(Entries supplied begins)

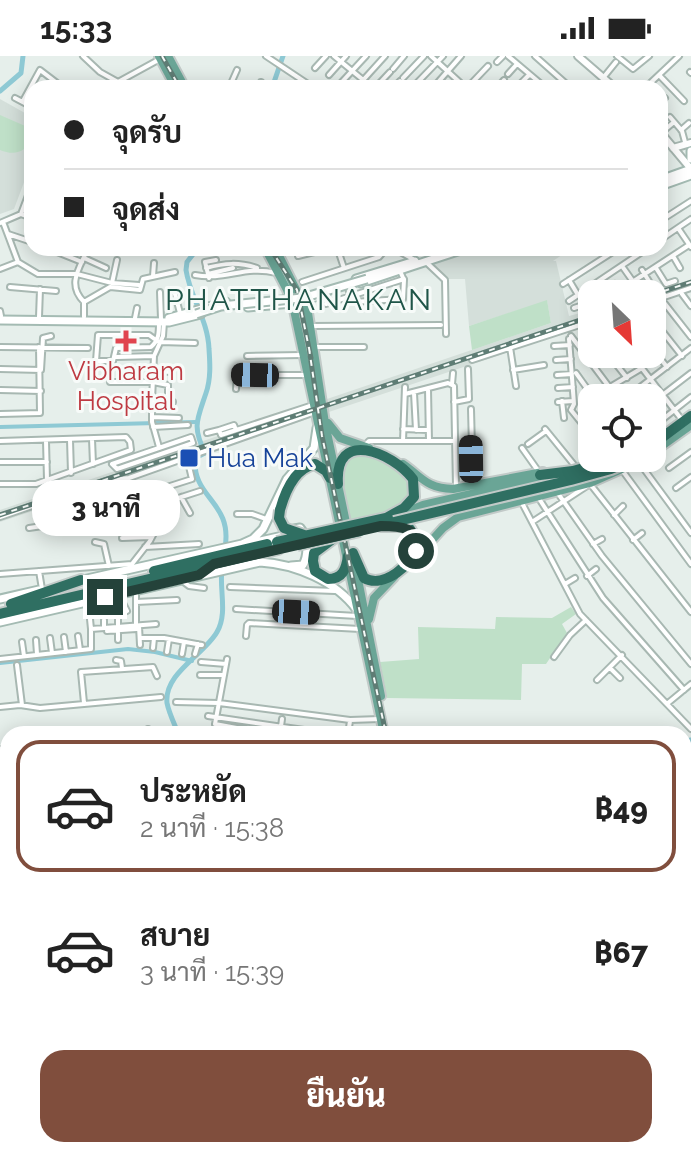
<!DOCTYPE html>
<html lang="th">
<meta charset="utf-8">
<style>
:root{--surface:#fff;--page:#f6f6f6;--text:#222;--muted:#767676;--line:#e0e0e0;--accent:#804e3d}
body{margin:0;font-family:Raleway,Sarabun,sans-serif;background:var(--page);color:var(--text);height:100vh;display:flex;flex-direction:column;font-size:30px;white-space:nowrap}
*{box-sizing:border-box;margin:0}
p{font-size:26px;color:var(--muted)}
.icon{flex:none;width:44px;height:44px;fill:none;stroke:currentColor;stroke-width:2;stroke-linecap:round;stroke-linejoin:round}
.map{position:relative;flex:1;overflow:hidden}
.panel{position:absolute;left:0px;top:670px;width:692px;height:432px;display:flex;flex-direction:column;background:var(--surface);border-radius:24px 24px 0 0;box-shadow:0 4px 20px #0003}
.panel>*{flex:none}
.guide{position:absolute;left:24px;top:24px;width:644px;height:176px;border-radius:24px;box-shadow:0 4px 20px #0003;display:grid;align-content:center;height:176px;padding:0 40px;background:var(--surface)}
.needle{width:52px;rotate:155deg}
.buttons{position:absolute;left:578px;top:224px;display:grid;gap:16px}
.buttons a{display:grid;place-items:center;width:88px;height:88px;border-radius:16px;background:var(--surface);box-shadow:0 4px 20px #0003;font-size:40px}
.end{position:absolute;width:36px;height:36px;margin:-18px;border:10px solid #24423a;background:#fff;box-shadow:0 0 0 4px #fff}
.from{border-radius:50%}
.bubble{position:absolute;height:56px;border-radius:24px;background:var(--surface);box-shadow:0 4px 20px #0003;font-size:26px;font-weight:800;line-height:56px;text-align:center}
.car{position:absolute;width:24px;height:48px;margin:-24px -12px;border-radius:10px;box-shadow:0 0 6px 2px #0007;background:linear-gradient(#222 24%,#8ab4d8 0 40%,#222 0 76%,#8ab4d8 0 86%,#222 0)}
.guide b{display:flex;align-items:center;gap:28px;height:76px;font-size:30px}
.guide b+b{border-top:2px solid var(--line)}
.guide i{width:20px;height:20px;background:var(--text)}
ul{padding:14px 0 0;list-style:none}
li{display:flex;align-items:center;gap:24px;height:132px;margin:0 16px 12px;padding:0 24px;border:4px solid transparent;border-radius:24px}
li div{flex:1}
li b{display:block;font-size:30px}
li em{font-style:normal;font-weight:800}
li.selected{border-color:var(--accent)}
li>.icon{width:72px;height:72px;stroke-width:1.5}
.action{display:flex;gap:16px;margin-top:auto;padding:16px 40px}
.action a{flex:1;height:92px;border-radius:24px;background:var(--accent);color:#fff;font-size:32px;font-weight:800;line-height:92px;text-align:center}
.status{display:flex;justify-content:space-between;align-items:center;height:56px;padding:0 40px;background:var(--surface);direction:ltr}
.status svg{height:22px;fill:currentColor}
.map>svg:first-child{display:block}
</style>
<div class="status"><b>15:33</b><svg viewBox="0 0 49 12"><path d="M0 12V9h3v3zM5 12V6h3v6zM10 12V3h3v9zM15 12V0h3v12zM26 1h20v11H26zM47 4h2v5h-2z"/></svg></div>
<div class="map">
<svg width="691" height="1102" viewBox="0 0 691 1102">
<rect width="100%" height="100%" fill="#e6efeb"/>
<path fill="#d4dfda" d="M0,43l32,18v44l-18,48 -14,5z
M478,192h94l-19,13h3l13,55 23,-6v14l-592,198v-12l551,-187 -4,-22 -78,25 -4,-47h-19l-18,-15z"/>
<path fill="#bfe0c8" d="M0,59l32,14 -5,2c6,20 -11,26 -27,19z
M547,244l4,23 -79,27 -3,-24z
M347,397l38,4 30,28 -10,23 -59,14 -7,-60z
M571,551l5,7 -14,10 5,9 -21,31h-24l-1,36 -134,-2 -7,-36 39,-3 -1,-32 77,2 1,-12 56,1z"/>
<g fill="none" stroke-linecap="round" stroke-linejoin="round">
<path stroke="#8ec9d4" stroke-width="4" d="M0,371l196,-5
M0,607l128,-14 27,3 37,9
M0,986l8,-3
M409,1094l5,8"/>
<path stroke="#8ec9d4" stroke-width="5" d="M272,32l11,-32
M0,35l21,-18 2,-17
M198,192l-11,14 -1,8c4,27 22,50 23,79 1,14 2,30 -3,44 -9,27 -14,33 -1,60l-10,5c-3,41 38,43 30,90
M183,678l-5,-1c-4,-10 -9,-20 -11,-30 -3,-30 37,-48 50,-71 11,-19 2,-43 5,-63
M684,685l7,-1
M252,1102l4,-8"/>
<path stroke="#bfccc8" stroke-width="8" stroke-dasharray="8 4" stroke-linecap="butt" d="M289,229l10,27"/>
<g stroke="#a8b8b2" stroke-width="8">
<path id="minor" d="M83,0l17,16 18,10 42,-23
M266,0l48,32
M334,0l39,32
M431,0l35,32
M508,0l38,32
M535,0l36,32
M617,0l16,13 16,-13
M497,6l6,-6
M315,12l11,-12
M393,13l11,-13
M690,16l1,1
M508,18l9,-10
M329,19l17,-19
M659,19l25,26
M403,22l21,-22
M603,22l13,-16
M232,26l4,6
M521,27l8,-8
M340,28l26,-28
M209,29l6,3
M414,30l29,-30
M229,32l8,-18
M260,32l1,-6
M356,32l29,-32
M375,32l15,-16
M393,32l7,-7
M433,32l28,-32
M467,32l21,-22
M497,32l7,-8
M645,32l34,-32
M15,42l17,9
M23,45l17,-31 17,13 -2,5
M660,47l5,-5
M670,61l12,14 3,11
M681,74l8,-7
M661,77l13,-11
M21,158l11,4
M660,165l31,-20
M3,166l15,40
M0,167l21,-9 11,-29
M678,172l13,19
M8,178l24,8
M660,184l31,-21
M47,192l35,14
M106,192h1
M334,192l3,2 4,-2
M393,192l20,11
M437,192l1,5
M221,194l11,-2
M338,194l6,18
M298,200l33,-8
M673,200l7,12
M84,202l22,10
M426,206l19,18 1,54
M622,210l12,17
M206,212c19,-5 33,-6 51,0
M656,212l10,16 9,-3
M0,213l18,-7 20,12h39l35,9 27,2
M642,214l10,16
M208,218l25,-6
M195,219c30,6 50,-10 81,-2
M153,220l1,-13
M209,222l-4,-16 11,-2
M569,224l9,15
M302,226l77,-25 8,-9
M112,227l5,-23
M563,228l56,-36
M615,228l6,7
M10,231l46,4
M348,232l4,14 51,-3 1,-19 -4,-9
M160,236l1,27
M175,238l5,19
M614,238l75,-49
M682,238l9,12
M662,244l29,37
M569,245l79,-53
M652,245l39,-13
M84,246l26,-15 30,3 3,-11 32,-7
M326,248l78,-25
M574,252l18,-6
M0,255l1,5
M39,261l1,-28
M84,261v-15c-18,-18 -4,-34 4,-54
M135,262l2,-10
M652,262l30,38
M159,266c0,11 0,18 -8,25l-35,1 -3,13h-17l2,-26h51l11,8
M312,270l129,-1
M590,274l2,3
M571,280l39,52
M569,283l5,65 -3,6 21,26
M160,286l35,1
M554,290l16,-1
M0,291l88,1
M314,291h50
M510,291l6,39
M652,292l15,19
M608,298l19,24
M631,298l51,66
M247,300l55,-1
M117,301l37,-1
M472,304l120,-39
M556,304l15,-1
M0,313l41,1 2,-32 8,-2
M513,314l31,-5
M154,315l17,1
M576,317l10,14
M557,319l15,-1
M110,326h43l15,3v11
M452,328l1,-11
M558,332l15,-1
M639,332l52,-40
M236,333l1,-14h70
M428,333l1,52
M0,334l41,1
M414,337l2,37
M405,338l43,-11 6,3 2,100
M152,344l21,2
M562,345l2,17
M454,346l15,-3 -1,-30
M558,346l15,-1
M585,347l1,-16 9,9 47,-28
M652,347l39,-30
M471,353l2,77
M0,358l40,-1 -1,-66
M152,361l27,1
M658,367l33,-26
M153,371l35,-2
M403,373l25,1
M545,373l30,37
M236,374l-2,-5 -15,5 2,5 92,-30
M207,377l12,-3
M191,381l2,6 -76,26 -5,-5z
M92,383l1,25
M70,384l1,33
M0,385l126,-4 4,5 1,8 -95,34h-36
M46,385l1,39
M403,385l2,-54
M528,388l18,-13
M364,390l5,-5h86
M159,391l-7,-25v-22l2,-44 9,-20 1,-14
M522,392l17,24
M638,405l53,72
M0,406h47
M669,412l22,-16
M622,414l69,94
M591,429l100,127
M676,432l15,-11
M557,436l45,64 89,108
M181,441l9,16
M538,441l65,101 81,92
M102,446l46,-9
M522,447l58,111 111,115
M237,458h15l14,5
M614,459l9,-9
M0,461l109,-37 20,-2 186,-66
M532,466l55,-36
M29,472l106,-16 65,-21
M122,482l29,-1
M633,484l9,-7
M95,486l9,2 5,22
M593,488l9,-5
M145,491l54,-3
M132,513v-5l18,-23 10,-19 -12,-29 44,-14 -5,-21
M39,515l3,18
M0,518l132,-10
M587,520l9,-7
M181,524l8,6 15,2
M565,528l10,-6
M230,531l105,4
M105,542l5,4 13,1 4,8
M136,546l41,-2
M236,553l121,7
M90,563l1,10
M118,563v9
M104,564v8
M139,570l1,19
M107,575l29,-2v-37
M78,580l2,14
M246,580l1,-11 2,-2 111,6
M64,581l2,15
M50,582l2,15
M140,582h24l38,7
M36,584l1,14
M118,584v-9
M22,586l2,14
M153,592l1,-10
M167,596l2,-13
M182,598l2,-12
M195,598l3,-10
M554,601l16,-22 16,-15
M0,603l91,-10v-20l65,-5
M227,603l-12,65 38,7 3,3
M116,604l5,1 1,7
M201,606l25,2
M17,609l5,40
M610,612l10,10
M200,619h24
M597,624l25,-25
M176,646l43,1 131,17 30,-1
M84,647l-3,-31 72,-5 4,9
M668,647l23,-19
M0,651l20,-2 20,3 121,-11
M208,660l124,18
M148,678v-5
M280,678l2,-15
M348,678l2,-13
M0,693l8,1
M686,824l5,53
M684,888l7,-1
M2,938l6,20
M684,996l7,12
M2,1000l6,16
M0,1030l8,-2
M690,1036l1,2
M684,1044l7,13
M686,1066l5,10
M0,1072l8,16
M11,1094l4,8
M44,1094l2,8
M157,1094l1,8
M188,1094l2,8
M305,1094l12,8
M394,1094l4,8
M466,1094l4,8
M514,1094l5,8
M542,1094l5,8
M593,1094l4,8
M617,1094l4,8
M642,1094l4,8
M666,1094l4,8
M0,1096l8,-2
M110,1098l1,4
M15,1102l15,-8
M54,1102l35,-8
M246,1102l3,-8
M272,1102l5,-8
M297,1102l5,-8
M322,1102l5,-8
M326,1102l5,-8
M350,1102l6,-8
M374,1102l6,-8
M427,1102l13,-8
M549,1102l12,-8"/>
</g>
<g stroke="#a8b8b2" stroke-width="10">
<path id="tertiary" d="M578,0l37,32
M660,76l31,37
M673,92l18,-5
M0,743l8,3
M684,934l7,12"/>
</g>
<g stroke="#a4bbb3" stroke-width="11">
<path id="secondary" d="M691,95v8
M660,124l31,-11
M660,130l31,-11
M412,210l55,-18
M356,223l59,-18
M361,227l54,-18
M248,251l44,-4 34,-9
M169,262l57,-16
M0,264l169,2 32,-8
M256,486l31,-7 7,-6 6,-1c8,9 9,26 3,37l-12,1
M78,525l164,-37 11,-5 10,-10 24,-50 27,-31 3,-20
M0,543l39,-9
M0,566l260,-60c35,2 76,19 97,48
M684,788l7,-5
M684,796l7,-4"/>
</g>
<g stroke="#c2cac8" stroke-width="12">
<path id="primary" d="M159,0l17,32
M168,0l17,32
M265,192l22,42 7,20 90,424
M275,192l33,65 17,110 23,109
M328,367l12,15 29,10
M652,397l39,-28
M403,408c20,14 23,24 50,25l90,-17
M400,458l23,-9 123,-28
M411,507l32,-35 15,-11 132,-34 36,-16
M355,508l26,132
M369,563l5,-21 20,-21
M0,926l8,-2
M0,936l8,-2
M482,1094l5,8
M489,1094l4,8"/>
</g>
<g stroke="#c2cac8" stroke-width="14">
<path id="motorway" d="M652,389l39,-29
M338,428c-4,-56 54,-32 75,-5l1,18 -10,11 -18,10
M280,454c5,-18 15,-42 35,-46l11,7 4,7
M334,482l-20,15 -1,8 2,10 13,8c15,0 18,-10 20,-23
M353,497l11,25c20,11 48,-13 54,-33l-8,-16 -8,-3h-21
M154,515l113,-27
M11,548l70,-24
M0,558l278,-65"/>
</g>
<use href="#minor" stroke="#fff" stroke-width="4"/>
<use href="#tertiary" stroke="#fff" stroke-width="6"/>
<use href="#secondary" stroke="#fff" stroke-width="7"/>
<use href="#primary" stroke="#6aa596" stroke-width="8"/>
<use href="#motorway" stroke="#2f6f62" stroke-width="10"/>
<g stroke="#5f7d75" stroke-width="5">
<path id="rail" d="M162,0l18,32
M270,192l27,42 14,68
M652,239l39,-13
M309,292l13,88 64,298
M0,459l592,-199
M485,1094l5,8"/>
</g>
<use href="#rail" stroke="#f7fbf9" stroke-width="2" stroke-dasharray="6" stroke-linecap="butt"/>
<g stroke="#a4bbb3" stroke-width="11" stroke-linecap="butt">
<path id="secondary-bridge" d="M196,258l25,-8 81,-8 65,-19"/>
</g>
<g stroke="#c2cac8" stroke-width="14" stroke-linecap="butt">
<path id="motorway-bridge" d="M540,419l33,-4 45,-13
M280,454l-1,8 5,10 20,7
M394,466l177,-42 40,-11 26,-11
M277,486l109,-24
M297,489l63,-14"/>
</g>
<use href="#secondary-bridge" stroke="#fff" stroke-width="7"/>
<use href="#motorway-bridge" stroke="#2f6f62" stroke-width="10"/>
</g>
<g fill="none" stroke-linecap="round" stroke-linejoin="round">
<path stroke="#24423a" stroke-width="10" d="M105,541l94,-22 15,-11 167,-38c18,0 41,1 35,25"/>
</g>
<path fill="#e0444e" stroke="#f7fbf9" stroke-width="3" d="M122 273h8v8h8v8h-8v8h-8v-8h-8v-8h8z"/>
<rect fill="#1a4fb4" stroke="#f7fbf9" stroke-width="3" x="179" y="392" width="20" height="20" rx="4"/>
<g text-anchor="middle" stroke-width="6" stroke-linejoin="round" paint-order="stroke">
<g font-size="26" fill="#be3a42" stroke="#f7fbf9">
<text x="126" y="324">Vibharam<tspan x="126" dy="30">Hospital</tspan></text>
</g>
<g font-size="26" fill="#164399" stroke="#f7fbf9" text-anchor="start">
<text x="207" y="411">Hua Mak</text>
</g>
<g font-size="30" letter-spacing="2" fill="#1f5548" stroke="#f7fbf9">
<text x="299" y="254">PHATTHANAKAN</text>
</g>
</g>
</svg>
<div class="buttons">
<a><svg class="needle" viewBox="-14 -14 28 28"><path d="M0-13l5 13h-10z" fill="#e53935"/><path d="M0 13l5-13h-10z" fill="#767676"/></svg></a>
<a><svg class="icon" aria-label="locate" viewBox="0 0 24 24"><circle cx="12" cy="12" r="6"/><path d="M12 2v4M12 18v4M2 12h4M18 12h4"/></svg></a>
</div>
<i class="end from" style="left:416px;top:495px"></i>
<i class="end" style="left:105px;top:541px"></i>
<div class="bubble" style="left:32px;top:424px;width:148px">3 นาที</div>
<i class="car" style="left:255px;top:319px;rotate:271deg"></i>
<i class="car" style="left:471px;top:403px;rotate:359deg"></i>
<i class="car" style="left:296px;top:556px;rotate:93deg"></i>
<div class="guide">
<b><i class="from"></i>จุดรับ</b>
<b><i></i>จุดส่ง</b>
</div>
<section class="panel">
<ul>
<li class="selected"><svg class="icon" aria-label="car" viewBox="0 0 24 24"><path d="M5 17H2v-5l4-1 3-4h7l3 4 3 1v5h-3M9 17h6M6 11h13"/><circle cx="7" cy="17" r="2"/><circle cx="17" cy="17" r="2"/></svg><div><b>ประหยัด</b><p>2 นาที · 15:38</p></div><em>฿49</em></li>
<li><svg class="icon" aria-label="car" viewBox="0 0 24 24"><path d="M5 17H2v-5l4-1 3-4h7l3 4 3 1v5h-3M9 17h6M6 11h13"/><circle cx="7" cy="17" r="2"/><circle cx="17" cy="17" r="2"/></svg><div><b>สบาย</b><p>3 นาที · 15:39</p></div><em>฿67</em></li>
</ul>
<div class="action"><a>ยืนยัน</a></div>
</section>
</div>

(Entries supplied ends)

- **Task description**
Check the entries above for the word "position" and copy every line where it turns up.

- **Exercise response**
.map{position:relative;flex:1;overflow:hidden}
.panel{position:absolute;left:0px;top:670px;width:692px;height:432px;display:flex;flex-direction:column;background:var(--surface);border-radius:24px 24px 0 0;box-shadow:0 4px 20px #0003}
.guide{position:absolute;left:24px;top:24px;width:644px;height:176px;border-radius:24px;box-shadow:0 4px 20px #0003;display:grid;align-content:center;height:176px;padding:0 40px;background:var(--surface)}
.buttons{position:absolute;left:578px;top:224px;display:grid;gap:16px}
.end{position:absolute;width:36px;height:36px;margin:-18px;border:10px solid #24423a;background:#fff;box-shadow:0 0 0 4px #fff}
.bubble{position:absolute;height:56px;border-radius:24px;background:var(--surface);box-shadow:0 4px 20px #0003;font-size:26px;font-weight:800;line-height:56px;text-align:center}
.car{position:absolute;width:24px;height:48px;margin:-24px -12px;border-radius:10px;box-shadow:0 0 6px 2px #0007;background:linear-gradient(#222 24%,#8ab4d8 0 40%,#222 0 76%,#8ab4d8 0 86%,#222 0)}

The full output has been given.